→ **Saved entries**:
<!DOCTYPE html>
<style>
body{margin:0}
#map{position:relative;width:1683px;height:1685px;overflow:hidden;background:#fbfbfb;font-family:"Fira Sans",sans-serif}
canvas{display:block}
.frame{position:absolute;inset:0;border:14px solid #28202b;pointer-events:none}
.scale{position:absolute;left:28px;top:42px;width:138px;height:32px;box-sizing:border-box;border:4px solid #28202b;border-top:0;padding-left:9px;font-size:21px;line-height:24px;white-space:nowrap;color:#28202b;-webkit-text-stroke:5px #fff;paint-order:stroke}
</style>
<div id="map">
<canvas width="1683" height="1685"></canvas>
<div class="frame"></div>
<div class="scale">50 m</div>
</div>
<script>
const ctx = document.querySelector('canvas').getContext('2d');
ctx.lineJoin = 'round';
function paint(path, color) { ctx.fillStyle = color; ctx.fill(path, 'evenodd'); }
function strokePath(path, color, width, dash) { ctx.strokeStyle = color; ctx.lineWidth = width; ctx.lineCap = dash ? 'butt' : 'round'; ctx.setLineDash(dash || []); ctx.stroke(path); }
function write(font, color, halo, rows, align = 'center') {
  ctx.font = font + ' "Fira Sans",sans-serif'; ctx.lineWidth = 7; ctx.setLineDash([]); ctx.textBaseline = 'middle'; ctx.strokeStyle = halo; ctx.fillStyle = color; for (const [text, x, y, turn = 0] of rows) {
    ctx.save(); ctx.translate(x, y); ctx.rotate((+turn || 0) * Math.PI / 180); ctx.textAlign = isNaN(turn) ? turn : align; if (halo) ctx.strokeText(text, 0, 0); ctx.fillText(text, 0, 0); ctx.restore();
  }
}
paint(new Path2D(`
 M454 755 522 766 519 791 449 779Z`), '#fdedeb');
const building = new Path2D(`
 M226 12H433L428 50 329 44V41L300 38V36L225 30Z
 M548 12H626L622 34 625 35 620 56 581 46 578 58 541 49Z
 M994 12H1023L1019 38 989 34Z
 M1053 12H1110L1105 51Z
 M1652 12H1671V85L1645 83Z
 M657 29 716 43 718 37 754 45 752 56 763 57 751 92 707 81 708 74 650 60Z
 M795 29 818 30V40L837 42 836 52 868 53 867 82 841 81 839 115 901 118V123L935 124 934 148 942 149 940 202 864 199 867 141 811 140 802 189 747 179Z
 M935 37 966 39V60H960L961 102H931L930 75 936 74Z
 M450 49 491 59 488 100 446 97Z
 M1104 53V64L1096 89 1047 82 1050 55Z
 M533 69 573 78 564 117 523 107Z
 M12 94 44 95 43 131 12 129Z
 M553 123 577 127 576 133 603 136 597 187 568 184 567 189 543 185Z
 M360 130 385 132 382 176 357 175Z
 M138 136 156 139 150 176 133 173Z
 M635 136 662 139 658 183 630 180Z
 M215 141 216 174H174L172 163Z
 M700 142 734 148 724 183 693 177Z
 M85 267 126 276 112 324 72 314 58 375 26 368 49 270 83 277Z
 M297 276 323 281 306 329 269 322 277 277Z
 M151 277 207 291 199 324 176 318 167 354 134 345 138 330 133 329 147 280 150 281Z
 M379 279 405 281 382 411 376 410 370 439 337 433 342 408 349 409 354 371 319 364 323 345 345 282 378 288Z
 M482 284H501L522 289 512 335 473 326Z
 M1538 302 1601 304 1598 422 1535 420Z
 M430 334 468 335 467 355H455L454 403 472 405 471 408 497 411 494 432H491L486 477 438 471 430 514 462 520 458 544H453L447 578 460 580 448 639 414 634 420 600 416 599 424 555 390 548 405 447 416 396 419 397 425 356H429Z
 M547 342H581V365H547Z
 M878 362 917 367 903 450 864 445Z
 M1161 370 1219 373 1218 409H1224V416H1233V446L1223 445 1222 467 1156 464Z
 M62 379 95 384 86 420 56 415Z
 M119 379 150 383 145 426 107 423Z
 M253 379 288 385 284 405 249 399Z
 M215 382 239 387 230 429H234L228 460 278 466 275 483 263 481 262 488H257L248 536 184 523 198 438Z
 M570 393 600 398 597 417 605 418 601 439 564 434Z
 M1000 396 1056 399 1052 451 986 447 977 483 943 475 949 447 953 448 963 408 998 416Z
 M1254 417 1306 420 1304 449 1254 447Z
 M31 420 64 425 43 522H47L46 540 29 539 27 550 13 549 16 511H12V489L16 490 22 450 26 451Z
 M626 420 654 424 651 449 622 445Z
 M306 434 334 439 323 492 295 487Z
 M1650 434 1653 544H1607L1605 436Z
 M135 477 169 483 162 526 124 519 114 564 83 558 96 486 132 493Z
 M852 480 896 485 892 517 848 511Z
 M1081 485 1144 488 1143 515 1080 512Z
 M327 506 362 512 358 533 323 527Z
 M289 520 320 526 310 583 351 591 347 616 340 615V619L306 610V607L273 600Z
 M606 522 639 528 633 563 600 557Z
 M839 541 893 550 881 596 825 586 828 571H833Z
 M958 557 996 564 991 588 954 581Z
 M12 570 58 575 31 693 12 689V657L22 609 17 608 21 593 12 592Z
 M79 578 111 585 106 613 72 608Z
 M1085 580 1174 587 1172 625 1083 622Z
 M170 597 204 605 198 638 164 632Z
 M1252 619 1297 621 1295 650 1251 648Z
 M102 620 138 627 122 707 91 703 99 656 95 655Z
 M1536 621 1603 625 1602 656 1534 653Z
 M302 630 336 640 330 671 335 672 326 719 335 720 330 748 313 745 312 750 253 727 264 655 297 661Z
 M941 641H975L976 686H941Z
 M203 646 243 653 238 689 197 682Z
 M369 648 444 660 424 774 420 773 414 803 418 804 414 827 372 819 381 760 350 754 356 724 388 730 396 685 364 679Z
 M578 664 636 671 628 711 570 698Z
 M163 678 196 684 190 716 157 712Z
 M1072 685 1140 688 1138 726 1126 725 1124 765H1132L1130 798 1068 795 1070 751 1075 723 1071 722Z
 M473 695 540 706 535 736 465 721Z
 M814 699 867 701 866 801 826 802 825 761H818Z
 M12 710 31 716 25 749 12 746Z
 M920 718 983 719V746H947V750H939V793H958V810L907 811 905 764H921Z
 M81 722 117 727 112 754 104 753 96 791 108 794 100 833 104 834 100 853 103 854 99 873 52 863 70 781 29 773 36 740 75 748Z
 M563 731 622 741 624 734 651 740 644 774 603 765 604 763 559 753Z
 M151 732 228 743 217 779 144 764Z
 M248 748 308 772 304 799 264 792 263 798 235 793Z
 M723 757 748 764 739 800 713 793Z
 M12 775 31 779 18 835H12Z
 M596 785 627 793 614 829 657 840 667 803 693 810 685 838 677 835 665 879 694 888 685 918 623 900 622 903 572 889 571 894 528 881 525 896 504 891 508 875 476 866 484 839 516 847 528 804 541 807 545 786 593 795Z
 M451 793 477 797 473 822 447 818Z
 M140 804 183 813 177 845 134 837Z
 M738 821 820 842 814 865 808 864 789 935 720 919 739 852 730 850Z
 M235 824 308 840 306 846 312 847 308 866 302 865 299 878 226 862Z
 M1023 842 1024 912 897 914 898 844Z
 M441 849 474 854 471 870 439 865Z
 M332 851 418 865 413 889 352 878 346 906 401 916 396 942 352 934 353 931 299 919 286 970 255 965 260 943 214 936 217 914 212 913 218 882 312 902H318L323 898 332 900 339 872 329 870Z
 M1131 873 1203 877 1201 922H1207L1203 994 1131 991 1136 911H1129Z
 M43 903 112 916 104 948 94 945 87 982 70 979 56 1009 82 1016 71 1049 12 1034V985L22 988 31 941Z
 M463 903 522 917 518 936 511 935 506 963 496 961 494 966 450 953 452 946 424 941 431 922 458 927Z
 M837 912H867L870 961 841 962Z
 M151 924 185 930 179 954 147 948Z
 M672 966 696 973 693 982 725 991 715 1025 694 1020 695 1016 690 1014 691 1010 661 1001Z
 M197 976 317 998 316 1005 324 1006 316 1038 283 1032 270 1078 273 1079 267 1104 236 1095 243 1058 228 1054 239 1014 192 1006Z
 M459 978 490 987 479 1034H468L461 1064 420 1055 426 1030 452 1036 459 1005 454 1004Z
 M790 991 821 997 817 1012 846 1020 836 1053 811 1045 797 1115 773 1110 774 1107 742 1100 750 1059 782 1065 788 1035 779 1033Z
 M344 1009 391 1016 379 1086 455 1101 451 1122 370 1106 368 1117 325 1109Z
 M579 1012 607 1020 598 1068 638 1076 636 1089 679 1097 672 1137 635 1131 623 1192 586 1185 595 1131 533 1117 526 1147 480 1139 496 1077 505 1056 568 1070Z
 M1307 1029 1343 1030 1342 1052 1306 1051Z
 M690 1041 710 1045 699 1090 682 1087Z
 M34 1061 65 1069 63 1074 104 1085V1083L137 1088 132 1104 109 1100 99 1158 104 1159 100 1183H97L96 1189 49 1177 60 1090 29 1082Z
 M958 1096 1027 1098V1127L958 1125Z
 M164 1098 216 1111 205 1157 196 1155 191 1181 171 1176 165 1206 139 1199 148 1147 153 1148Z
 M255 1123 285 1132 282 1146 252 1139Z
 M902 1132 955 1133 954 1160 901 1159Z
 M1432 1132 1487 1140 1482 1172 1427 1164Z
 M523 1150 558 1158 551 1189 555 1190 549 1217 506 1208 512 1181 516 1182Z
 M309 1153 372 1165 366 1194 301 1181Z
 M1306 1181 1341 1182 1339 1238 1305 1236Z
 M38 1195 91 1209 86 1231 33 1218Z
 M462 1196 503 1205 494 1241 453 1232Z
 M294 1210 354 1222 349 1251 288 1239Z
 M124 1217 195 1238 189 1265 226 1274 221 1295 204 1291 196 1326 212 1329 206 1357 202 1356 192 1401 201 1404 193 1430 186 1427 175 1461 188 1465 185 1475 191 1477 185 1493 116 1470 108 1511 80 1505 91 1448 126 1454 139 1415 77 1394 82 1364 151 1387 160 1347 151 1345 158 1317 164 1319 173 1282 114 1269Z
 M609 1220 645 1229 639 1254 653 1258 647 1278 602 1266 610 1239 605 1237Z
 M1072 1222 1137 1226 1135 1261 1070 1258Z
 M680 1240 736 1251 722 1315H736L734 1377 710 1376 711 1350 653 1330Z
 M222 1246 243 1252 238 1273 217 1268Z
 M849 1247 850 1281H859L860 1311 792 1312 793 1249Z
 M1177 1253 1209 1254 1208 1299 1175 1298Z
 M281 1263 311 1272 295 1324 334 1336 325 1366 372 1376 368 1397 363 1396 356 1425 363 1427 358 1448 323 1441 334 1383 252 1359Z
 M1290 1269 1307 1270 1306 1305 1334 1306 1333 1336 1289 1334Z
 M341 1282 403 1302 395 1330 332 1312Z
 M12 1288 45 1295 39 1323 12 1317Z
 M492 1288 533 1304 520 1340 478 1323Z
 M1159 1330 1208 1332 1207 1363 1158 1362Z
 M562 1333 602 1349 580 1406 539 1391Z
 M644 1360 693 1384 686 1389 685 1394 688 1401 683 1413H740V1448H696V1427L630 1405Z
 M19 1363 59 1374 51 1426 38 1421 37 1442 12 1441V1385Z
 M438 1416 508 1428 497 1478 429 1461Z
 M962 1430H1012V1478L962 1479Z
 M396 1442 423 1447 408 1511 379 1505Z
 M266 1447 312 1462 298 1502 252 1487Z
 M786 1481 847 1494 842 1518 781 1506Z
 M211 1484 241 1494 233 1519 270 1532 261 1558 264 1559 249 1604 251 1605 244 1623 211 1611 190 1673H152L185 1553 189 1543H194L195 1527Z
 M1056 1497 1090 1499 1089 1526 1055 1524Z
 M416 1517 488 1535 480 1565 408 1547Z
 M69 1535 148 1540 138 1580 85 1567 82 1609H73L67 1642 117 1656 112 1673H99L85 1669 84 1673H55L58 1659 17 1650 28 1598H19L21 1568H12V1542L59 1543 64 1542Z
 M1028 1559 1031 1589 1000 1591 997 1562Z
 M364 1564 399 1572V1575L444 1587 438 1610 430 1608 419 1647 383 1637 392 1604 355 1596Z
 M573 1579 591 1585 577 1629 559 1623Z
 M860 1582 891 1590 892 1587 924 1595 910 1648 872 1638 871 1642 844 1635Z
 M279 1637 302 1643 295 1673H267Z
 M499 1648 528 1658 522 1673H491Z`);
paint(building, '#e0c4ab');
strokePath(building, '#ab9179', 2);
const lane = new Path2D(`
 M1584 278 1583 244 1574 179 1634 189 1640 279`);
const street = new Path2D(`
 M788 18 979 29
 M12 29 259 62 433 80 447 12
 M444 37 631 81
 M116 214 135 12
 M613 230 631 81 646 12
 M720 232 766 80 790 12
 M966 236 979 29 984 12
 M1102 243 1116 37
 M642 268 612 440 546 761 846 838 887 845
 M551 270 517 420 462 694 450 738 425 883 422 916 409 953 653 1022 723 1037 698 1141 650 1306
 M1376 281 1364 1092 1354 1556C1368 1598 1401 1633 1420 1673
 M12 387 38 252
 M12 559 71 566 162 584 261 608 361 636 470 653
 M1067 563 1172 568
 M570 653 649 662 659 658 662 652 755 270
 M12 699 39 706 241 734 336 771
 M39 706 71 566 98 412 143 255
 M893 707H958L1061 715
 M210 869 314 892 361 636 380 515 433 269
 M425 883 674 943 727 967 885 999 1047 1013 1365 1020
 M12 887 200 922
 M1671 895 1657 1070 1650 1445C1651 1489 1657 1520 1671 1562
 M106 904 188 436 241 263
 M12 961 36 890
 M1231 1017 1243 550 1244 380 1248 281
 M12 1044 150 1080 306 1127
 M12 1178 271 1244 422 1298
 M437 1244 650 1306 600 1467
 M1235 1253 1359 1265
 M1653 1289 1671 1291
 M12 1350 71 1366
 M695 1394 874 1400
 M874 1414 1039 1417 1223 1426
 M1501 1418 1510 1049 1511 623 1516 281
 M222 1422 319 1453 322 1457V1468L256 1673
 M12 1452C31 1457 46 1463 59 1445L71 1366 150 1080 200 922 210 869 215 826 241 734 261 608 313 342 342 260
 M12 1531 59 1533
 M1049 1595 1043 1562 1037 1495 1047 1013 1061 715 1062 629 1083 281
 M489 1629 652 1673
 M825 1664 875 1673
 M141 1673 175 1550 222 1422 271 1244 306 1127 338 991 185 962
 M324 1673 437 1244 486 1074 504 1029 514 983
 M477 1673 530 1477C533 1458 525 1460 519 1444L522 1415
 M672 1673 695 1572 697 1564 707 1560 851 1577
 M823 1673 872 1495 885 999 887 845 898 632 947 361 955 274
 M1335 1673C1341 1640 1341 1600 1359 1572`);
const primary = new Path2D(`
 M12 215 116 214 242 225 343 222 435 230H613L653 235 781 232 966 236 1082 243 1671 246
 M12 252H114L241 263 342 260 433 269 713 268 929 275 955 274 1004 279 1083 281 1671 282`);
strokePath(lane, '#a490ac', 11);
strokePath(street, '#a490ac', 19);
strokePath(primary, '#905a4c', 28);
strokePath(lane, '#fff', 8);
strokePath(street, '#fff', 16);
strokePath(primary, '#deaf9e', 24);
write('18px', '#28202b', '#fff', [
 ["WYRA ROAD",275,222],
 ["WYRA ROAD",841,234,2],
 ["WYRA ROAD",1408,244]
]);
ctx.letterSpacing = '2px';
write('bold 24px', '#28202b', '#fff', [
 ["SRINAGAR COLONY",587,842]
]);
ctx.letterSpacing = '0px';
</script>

→ **The task**: Retype the portion of the data above that starts on the line with "M935 37 966" and finishes on the line with "M1538 302 1601 304 1598 422 1535 420Z", including both of those lines.

→ **Task result**:
 M935 37 966 39V60H960L961 102H931L930 75 936 74Z
 M450 49 491 59 488 100 446 97Z
 M1104 53V64L1096 89 1047 82 1050 55Z
 M533 69 573 78 564 117 523 107Z
 M12 94 44 95 43 131 12 129Z
 M553 123 577 127 576 133 603 136 597 187 568 184 567 189 543 185Z
 M360 130 385 132 382 176 357 175Z
 M138 136 156 139 150 176 133 173Z
 M635 136 662 139 658 183 630 180Z
 M215 141 216 174H174L172 163Z
 M700 142 734 148 724 183 693 177Z
 M85 267 126 276 112 324 72 314 58 375 26 368 49 270 83 277Z
 M297 276 323 281 306 329 269 322 277 277Z
 M151 277 207 291 199 324 176 318 167 354 134 345 138 330 133 329 147 280 150 281Z
 M379 279 405 281 382 411 376 410 370 439 337 433 342 408 349 409 354 371 319 364 323 345 345 282 378 288Z
 M482 284H501L522 289 512 335 473 326Z
 M1538 302 1601 304 1598 422 1535 420Z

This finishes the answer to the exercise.